_Exercise aim_
Copy every line in the records below that contains the word "hidden".

[Recorded data]
[Start of Attachment]
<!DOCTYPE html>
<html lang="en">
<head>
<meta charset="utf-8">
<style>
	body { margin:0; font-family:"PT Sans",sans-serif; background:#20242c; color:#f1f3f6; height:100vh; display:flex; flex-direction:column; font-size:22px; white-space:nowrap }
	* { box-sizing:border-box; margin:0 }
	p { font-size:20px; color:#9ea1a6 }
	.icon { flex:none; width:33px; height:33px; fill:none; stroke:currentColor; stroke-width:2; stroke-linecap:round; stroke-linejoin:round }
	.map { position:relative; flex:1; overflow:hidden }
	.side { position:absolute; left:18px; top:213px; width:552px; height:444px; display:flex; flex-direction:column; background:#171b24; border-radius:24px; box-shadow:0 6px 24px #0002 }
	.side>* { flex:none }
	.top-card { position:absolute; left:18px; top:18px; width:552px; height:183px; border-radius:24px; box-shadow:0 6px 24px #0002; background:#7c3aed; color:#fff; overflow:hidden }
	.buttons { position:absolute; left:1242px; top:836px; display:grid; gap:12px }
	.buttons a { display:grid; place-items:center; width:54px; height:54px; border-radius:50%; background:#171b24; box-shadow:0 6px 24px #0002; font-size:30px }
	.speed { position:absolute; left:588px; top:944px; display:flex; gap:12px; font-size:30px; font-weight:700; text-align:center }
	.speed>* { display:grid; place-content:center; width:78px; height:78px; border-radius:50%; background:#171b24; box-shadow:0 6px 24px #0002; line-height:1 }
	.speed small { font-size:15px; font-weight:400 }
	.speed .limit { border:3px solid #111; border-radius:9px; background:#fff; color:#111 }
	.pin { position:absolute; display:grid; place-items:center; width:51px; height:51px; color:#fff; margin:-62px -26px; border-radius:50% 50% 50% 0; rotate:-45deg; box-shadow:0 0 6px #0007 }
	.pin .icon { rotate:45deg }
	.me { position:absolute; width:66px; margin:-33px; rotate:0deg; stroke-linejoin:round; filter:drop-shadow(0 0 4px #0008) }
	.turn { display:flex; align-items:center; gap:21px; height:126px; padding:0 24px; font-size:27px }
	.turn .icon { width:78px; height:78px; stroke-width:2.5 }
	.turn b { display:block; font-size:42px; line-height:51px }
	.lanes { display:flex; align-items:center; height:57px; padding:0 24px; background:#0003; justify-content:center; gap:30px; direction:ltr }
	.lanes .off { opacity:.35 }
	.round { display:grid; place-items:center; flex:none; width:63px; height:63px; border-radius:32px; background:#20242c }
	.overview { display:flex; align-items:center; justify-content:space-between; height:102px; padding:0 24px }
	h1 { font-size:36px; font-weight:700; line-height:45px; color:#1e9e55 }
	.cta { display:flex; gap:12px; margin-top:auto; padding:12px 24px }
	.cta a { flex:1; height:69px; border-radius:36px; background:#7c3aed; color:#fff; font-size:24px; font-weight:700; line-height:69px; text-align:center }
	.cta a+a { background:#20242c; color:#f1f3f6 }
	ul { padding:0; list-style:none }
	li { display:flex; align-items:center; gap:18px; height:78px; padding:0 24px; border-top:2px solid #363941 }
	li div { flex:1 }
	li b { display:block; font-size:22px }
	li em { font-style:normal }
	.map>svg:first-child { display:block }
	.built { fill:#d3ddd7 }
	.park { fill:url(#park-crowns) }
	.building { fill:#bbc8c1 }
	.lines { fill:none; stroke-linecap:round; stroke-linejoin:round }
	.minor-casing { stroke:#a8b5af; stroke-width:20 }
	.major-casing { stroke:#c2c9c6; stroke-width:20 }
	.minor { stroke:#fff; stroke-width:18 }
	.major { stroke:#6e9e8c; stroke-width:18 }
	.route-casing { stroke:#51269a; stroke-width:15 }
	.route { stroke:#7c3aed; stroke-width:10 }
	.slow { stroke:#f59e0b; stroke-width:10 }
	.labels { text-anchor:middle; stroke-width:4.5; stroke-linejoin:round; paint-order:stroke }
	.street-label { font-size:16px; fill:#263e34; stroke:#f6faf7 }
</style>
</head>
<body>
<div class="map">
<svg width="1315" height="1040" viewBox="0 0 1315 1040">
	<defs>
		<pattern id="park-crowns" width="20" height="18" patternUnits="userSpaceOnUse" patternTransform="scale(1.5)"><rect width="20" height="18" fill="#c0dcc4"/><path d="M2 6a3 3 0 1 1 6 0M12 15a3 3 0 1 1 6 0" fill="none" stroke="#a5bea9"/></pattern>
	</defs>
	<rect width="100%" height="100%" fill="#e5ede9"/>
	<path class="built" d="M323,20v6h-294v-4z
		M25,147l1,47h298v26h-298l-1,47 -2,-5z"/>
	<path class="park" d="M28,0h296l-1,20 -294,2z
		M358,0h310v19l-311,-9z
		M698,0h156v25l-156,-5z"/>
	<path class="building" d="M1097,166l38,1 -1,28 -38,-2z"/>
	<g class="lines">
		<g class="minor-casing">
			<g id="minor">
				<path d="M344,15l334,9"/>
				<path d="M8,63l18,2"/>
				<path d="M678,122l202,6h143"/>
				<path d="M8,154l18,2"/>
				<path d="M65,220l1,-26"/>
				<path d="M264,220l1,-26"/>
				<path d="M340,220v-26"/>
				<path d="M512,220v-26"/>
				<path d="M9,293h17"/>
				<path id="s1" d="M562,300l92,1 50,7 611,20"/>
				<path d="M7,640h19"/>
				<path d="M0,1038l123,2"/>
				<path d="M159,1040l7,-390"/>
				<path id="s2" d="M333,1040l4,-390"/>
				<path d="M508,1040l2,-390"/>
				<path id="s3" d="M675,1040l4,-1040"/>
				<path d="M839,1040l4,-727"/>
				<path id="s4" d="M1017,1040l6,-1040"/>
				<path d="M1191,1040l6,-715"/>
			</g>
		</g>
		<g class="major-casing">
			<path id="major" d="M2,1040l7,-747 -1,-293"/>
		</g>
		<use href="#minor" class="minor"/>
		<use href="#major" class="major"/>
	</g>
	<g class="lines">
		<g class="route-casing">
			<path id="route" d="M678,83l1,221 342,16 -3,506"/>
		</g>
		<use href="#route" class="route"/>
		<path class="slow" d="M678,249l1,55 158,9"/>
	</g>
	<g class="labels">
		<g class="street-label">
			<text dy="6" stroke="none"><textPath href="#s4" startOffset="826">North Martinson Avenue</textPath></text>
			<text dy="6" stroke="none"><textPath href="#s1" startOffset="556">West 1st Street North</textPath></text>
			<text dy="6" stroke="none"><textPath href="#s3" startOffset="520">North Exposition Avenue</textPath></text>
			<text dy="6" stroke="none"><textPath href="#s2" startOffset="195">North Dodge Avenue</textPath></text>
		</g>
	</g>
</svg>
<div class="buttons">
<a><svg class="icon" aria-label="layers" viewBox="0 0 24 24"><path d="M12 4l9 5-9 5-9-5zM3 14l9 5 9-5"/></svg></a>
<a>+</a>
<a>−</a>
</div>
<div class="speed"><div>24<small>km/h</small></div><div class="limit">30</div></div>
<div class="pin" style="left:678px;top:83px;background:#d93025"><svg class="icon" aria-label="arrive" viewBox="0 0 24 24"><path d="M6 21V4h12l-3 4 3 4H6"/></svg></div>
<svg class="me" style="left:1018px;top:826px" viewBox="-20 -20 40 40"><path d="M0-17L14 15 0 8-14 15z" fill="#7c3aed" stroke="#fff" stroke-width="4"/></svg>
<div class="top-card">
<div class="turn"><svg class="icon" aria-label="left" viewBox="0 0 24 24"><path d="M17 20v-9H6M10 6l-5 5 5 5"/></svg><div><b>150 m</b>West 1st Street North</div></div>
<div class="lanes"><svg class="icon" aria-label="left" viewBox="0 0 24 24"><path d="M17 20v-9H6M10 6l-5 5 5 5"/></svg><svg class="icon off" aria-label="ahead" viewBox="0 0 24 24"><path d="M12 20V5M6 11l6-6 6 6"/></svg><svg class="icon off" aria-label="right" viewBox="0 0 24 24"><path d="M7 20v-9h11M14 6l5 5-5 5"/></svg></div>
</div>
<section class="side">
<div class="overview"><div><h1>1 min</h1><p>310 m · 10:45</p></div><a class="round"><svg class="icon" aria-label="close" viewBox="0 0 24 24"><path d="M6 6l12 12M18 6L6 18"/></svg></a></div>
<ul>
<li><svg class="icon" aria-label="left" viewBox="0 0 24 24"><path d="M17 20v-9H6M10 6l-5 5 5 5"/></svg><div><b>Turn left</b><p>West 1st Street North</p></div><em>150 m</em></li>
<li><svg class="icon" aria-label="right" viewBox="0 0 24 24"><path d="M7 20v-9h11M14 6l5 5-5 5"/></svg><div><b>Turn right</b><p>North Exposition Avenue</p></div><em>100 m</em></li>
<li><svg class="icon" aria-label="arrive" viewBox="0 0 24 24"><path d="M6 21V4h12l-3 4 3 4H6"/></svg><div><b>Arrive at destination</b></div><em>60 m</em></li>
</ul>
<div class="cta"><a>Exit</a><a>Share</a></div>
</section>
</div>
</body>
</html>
[End of Attachment]
_Output of the task_
	.map { position:relative; flex:1; overflow:hidden }
	.top-card { position:absolute; left:18px; top:18px; width:552px; height:183px; border-radius:24px; box-shadow:0 6px 24px #0002; background:#7c3aed; color:#fff; overflow:hidden }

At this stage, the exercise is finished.